Brotha Bakes, which became Linen’s full-time gig last August, employs many of the recipes he remembers from his mother’s kitchen. Because of this, he’s not only built a loyal following, but he’s also helped preserve a family art.
“I was fascinated by baking, just by watching my mom,” he said. “I would sit in the corner of the kitchen while she was baking, just mesmerized by how she put flour, eggs, sugar and all of this different stuff together and she created these delicious desserts. I’m like, ‘Man, this is amazing!’
“I went home one time and there was a cake at my parents’ house. I took a piece, bit into it and I was like, ‘What is this trash?’ I was like, ‘Mom, did you make this?’ She was like, ‘No, now that you and your sister done moved on, I don’t bake as much.’ So, this all started when she decided to hang the apron up. I was like, ‘I gotta have my mom’s cake.’”
More than two decades of tinkering had honed Linen’s baking skills and, unknowingly at the time, prepared him for Brotha Bakes. Originally the concept was to produce full size cakes, but the product didn’t ship well. So, Linen developed a cake-in-a-jar concept that solved that problem.
He also employed his graphic design talents to develop clever marketing materials and create catchy names that helped the business take off. Witness the Reddie Murphy (red velvet cake) the Banana Ross and the Le’Mon James, among others. He’s also named two cakes after his mentor, Steve Harvey.
“When I started naming the cakes, I wanted to highlight on African American culture,” Linen said. “That was something that I was passionate about, and it all just kind of came together. It would just pop in my head and I would go with it. Reddie Murphy was first, Choco Kahn next. It was fun doing it. I enjoy it so much.”
While the national exposure put Brotha Bakes into overdrive, the media coverage wasn’t the only accelerator. He also got a boost from an unlikely source last year that’s grown him into serving a national clientele.
“My original plan was actually to take my product to local festivals and markets here in Houston.

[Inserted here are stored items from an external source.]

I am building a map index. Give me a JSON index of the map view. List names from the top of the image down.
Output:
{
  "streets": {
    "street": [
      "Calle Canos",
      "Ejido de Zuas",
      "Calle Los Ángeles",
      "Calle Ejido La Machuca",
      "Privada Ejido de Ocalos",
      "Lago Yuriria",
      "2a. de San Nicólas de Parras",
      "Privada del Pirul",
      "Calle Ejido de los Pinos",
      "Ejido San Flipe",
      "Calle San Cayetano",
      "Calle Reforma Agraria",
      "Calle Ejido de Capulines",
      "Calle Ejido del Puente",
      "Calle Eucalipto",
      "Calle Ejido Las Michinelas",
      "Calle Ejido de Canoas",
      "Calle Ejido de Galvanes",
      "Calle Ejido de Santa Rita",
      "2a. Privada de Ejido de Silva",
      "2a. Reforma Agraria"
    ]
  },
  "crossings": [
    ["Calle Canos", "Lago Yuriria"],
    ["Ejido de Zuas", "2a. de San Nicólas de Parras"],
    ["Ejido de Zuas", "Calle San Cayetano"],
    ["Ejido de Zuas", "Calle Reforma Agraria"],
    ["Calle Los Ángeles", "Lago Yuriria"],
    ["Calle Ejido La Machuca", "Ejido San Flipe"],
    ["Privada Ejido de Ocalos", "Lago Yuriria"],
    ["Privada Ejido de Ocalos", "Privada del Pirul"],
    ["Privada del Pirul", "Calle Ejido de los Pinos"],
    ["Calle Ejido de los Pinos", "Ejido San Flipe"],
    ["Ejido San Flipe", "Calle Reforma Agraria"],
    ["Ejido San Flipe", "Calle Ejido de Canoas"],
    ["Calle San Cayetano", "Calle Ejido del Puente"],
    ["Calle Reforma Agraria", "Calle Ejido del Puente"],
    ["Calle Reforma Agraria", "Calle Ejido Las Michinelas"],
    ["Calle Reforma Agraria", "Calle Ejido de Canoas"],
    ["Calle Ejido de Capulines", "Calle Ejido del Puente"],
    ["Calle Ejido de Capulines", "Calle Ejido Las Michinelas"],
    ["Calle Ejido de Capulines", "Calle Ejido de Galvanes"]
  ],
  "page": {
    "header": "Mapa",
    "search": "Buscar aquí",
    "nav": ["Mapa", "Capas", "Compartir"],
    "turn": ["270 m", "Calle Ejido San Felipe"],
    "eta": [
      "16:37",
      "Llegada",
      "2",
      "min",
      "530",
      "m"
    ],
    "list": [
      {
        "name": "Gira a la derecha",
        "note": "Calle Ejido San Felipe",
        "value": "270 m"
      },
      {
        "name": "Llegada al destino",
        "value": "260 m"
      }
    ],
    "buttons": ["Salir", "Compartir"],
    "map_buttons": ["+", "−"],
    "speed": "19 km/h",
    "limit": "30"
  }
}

We’ve got so many of them,” he said. “But after COVID happened and everything shut down, I kind of had to pivot a little bit. That’s when we decided to amp up the marketing for online.
“It was perfect timing because it’s very COVID-friendly to ship these,” he continued. “Not only that, but a family of four, instead of getting one big cake, can get four cakes that everybody wants individually. It really worked out well with the timing for our business. I mean, no one’s ever going to look at COVID fondly. I certainly won’t. But the fact that we had a COVID-friendly product, it did help the business.”